It’s here

March 20, 2020.

It’s here.  It’s been slow in arriving, but it’s here.

My journal entry two weeks earlier had read very differently. I had been exploring lucid dreaming and had logged some whimsical experiences including a trek in the jungle and rocketing from the base of the ocean into outer space.

Six days later, whimsy didn’t have space to exist. We’d been hearing about it in the news, and our health system had been preparing for it, but the gravity of the pandemic hadn’t hit us. Not until we learned an emergency physician was intubated, on a ventilator, in Seattle because of COVID-19. As an emergency physician and the medical director for my emergency department, I would spend every waking hour of the next eight days protecting our patients and our providers from the mysterious, invisible threat.

However, on this night of the journal entry, I felt something was wrong. I had been working continuously over a week and hadn’t given myself time to reflect. Despite existing on four hours of sleep, I took a precious hour to create another journey entry.

I took care of a woman 4 days ago who tested positive. I might… I probably will get it. Not from her. But eventually.

Reading my words two months later, I can still feel the anxiety through the page. Overwhelming numbers being infected, hospitals spilling over, makeshift morgues being erected, PPE completely absent, being forced to choose who received treatment and who would simply perish. This was their reality in New York and Italy, and it was about to become our own. The only question was when.

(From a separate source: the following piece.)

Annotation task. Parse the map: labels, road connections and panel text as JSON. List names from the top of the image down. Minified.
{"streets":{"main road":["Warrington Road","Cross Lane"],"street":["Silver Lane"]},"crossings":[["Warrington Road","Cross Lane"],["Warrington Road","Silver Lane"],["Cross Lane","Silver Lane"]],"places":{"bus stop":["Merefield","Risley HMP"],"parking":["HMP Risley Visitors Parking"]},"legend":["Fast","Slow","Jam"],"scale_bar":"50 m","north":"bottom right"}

I never imagined I’d be an ER doctor, but it has shaped me and given me so much in return that I cannot be upset. I mean I could. But I choose not to be. This life is too short to be wasted being upset or resentful. They’re defaults and they’re okay, but there’s a better way.

I’m not sure if I was convincing myself or already convinced. Either way, it was this moment of writing when everything would change for me. I didn’t want to feel anxious anymore.

You might have it. You will get it. You might die.

Now what? What in the meantime? We live, we appreciate – people, things. What is this we?

I wondered about my potential erroneous use of pronouns.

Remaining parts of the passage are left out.